Surveillant pénitentiaire : fiche métier

Le surveillant pénitentiaire assure la surveillance des détenus, maintient l’ordre en établissement pénitentiaire et participe à leur réinsertion. Fonctionnaire de catégorie C recruté par concours, il bénéficie d’une formation de 8 mois à l’ENAP et de perspectives d’évolution hiérarchique solides.
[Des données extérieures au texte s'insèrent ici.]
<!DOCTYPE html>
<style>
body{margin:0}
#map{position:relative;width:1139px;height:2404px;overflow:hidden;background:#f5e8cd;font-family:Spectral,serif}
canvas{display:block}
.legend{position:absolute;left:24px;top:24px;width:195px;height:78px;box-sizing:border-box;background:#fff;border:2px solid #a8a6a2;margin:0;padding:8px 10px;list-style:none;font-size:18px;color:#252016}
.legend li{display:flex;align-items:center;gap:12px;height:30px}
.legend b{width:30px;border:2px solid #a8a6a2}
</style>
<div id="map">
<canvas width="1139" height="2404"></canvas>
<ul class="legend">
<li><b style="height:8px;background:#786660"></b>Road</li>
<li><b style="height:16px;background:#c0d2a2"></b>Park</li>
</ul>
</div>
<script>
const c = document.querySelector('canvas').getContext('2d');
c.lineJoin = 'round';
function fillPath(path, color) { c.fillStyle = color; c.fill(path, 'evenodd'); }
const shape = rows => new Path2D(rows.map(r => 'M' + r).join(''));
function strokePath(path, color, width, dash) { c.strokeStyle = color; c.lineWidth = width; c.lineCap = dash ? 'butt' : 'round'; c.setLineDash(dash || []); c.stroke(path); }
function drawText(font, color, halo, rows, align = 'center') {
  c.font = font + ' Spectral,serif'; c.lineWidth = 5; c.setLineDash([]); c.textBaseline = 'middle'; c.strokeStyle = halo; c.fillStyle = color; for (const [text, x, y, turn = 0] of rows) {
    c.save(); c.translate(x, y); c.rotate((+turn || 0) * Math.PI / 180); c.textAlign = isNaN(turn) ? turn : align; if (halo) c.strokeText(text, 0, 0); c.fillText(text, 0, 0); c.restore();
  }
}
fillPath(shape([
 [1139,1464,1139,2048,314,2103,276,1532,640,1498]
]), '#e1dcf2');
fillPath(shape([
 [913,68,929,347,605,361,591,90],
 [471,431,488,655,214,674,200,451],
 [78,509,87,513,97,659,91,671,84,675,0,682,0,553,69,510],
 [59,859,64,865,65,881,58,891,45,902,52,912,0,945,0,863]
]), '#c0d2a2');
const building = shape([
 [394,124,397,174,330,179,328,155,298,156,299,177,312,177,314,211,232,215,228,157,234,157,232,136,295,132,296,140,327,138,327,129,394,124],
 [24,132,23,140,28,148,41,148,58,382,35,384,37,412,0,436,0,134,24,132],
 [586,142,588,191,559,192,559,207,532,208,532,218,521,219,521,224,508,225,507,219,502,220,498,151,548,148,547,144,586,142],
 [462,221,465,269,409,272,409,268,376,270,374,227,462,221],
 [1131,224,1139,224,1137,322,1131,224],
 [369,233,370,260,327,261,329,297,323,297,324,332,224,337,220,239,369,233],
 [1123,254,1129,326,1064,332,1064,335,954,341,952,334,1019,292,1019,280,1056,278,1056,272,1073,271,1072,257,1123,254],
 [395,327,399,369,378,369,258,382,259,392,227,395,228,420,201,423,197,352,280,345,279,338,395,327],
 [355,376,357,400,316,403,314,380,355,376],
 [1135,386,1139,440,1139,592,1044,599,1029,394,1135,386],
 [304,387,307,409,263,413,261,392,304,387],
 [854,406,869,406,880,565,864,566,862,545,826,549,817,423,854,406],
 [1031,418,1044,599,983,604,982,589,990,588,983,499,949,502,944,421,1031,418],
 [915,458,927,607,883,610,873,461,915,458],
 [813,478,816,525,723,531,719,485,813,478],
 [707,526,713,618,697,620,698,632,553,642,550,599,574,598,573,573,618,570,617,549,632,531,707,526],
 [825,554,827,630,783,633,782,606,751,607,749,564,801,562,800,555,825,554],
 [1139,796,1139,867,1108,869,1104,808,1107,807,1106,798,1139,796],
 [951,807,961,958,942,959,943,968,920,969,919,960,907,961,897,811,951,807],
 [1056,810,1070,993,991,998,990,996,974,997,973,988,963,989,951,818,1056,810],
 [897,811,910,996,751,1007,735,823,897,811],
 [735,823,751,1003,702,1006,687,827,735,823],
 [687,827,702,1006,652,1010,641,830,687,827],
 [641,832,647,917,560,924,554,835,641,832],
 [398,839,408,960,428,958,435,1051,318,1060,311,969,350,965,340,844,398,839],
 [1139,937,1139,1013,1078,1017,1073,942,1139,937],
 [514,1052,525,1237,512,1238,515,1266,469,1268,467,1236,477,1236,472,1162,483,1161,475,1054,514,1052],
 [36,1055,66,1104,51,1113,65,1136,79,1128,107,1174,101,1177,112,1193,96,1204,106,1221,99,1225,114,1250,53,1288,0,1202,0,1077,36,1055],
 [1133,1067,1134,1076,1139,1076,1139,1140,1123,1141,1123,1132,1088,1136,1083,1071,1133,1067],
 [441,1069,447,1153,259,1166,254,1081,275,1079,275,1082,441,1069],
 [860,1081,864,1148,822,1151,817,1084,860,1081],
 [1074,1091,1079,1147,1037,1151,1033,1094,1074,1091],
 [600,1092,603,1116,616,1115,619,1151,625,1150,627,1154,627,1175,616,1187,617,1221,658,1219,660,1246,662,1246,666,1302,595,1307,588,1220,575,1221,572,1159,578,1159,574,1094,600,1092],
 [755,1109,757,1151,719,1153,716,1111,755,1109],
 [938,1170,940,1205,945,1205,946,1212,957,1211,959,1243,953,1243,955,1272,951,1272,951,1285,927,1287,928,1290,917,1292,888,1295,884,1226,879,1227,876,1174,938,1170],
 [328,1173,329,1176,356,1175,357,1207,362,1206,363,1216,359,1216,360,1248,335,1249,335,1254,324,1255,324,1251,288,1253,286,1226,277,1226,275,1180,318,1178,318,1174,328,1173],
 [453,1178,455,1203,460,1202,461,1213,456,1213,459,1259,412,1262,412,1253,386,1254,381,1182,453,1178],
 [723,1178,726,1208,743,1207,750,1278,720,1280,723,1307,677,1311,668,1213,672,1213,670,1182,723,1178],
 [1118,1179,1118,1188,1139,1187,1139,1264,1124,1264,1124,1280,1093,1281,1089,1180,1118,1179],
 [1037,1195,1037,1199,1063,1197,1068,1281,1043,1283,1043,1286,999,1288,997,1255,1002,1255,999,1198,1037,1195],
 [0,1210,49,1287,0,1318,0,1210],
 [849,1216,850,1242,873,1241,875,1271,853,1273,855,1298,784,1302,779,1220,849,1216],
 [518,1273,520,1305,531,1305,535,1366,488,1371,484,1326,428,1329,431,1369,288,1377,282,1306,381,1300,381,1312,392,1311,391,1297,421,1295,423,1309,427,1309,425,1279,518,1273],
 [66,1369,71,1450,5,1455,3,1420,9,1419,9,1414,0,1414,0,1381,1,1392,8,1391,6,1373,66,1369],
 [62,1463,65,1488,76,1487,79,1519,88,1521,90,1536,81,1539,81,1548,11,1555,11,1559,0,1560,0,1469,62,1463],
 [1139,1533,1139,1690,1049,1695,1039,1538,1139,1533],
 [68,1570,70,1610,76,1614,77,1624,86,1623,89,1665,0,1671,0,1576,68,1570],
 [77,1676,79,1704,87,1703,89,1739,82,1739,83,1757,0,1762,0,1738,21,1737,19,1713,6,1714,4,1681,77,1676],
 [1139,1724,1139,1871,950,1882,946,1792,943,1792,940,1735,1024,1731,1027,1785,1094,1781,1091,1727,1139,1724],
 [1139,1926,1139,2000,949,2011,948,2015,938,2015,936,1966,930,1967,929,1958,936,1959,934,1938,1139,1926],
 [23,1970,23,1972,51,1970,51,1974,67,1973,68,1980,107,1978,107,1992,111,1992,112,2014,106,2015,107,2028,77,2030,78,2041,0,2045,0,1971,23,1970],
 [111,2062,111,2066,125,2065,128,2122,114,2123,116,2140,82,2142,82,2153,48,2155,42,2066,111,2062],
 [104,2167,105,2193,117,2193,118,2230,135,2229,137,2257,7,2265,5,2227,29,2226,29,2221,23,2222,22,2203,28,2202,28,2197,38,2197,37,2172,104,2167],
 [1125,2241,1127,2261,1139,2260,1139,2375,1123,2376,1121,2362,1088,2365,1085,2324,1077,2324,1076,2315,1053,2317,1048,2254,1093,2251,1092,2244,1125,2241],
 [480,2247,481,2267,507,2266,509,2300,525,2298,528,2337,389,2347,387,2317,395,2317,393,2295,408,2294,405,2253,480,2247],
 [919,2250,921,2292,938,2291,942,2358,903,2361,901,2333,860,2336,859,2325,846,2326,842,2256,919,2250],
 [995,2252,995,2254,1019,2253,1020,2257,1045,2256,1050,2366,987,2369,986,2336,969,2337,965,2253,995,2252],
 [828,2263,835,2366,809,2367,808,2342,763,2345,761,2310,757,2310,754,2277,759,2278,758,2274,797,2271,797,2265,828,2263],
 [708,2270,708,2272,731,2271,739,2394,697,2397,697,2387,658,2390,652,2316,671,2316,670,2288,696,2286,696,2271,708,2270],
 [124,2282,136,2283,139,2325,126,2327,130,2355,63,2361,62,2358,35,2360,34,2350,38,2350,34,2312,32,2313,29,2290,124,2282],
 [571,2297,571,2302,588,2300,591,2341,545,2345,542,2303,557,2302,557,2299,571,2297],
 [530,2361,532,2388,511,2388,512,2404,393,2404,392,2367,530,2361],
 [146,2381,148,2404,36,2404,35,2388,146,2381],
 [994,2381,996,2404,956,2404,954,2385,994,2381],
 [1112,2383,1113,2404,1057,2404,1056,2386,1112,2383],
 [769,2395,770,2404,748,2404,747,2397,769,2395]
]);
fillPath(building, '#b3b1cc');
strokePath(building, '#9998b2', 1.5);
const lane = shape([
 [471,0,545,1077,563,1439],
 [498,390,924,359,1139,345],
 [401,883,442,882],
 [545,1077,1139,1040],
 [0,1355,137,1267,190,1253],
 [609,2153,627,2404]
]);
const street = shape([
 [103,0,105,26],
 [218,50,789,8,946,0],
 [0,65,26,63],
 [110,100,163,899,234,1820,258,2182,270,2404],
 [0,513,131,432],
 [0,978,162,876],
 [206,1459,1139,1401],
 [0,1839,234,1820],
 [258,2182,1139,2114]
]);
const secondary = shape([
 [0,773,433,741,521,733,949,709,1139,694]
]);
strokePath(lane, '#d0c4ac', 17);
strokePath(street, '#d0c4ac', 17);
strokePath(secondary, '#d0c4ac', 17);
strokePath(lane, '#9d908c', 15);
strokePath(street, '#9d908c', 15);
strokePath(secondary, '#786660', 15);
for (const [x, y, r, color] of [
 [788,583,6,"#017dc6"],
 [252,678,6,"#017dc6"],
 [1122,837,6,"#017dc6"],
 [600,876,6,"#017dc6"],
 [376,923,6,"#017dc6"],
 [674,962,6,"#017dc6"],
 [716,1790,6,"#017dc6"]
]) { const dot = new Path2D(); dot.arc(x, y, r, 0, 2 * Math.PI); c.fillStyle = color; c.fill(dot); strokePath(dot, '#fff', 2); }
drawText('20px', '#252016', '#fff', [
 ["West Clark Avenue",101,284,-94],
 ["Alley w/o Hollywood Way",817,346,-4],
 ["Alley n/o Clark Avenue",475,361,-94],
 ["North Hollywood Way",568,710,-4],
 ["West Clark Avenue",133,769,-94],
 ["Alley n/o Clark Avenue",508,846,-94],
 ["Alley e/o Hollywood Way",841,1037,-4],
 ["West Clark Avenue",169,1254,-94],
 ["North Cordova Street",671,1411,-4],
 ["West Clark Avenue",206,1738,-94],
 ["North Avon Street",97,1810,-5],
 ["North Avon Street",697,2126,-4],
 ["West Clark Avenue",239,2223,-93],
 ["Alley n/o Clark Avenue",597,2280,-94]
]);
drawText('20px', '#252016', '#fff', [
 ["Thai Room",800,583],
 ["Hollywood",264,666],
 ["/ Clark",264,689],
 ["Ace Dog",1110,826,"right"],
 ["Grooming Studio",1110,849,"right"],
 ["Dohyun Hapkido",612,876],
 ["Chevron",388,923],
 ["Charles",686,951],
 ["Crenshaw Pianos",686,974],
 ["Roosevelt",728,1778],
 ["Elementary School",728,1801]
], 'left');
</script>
Sécurité et réinsertion en établissement pénitentiaire

Le surveillant pénitentiaire est un fonctionnaire de catégorie C du ministère de la Justice. Il assure la surveillance des personnes détenues, maintient l’ordre et la sécurité dans l’établissement et participe à la réinsertion des détenus. C’est un métier d’autorité et d’écoute, avec des conditions de travail exigeantes et de réelles perspectives d’évolution.

Missions

Surveiller les détenus lors des rondes, mouvements (ateliers, promenades, parloirs) et activités quotidiennes. Contrôler les accès et communications avec l’extérieur. Intervenir en cas d’incident (bagarre, tentative de suicide, incendie). Participer à la réinsertion en accompagnant les détenus dans l’accès aux programmes éducatifs ou professionnels. Rédiger des rapports sur les incidents et comportements. Travailler en lien avec le SPIP (service pénitentiaire d’insertion et de probation), les soignants et les magistrats.

Recrutement et formation

L’accès se fait par concours national. À partir de la deuxième session 2026, le baccalauréat ou un diplôme équivalent est exigé. Les candidats doivent être de nationalité française, âgés de 17 à 45 ans, avec un casier judiciaire vierge. Après réussite au concours, une formation de 8 mois est dispensée à l’ENAP (École Nationale d’Administration Pénitentiaire) à Agen, rémunérée environ 1 440 euros nets par mois.

Rémunération

Un surveillant titulaire débutant perçoit entre 2 040 et 2 089 euros nets par mois (avec primes de fonction, au 1er janvier 2026). L’Onisep indique un salaire de départ à 2 190 euros bruts hors primes. En fin de carrière au grade de major pénitentiaire, la rémunération nette atteint 3 100 à 3 150 euros. Des primes spécifiques s’ajoutent pour les nuits, week-ends, jours fériés et affectations en zone tendue.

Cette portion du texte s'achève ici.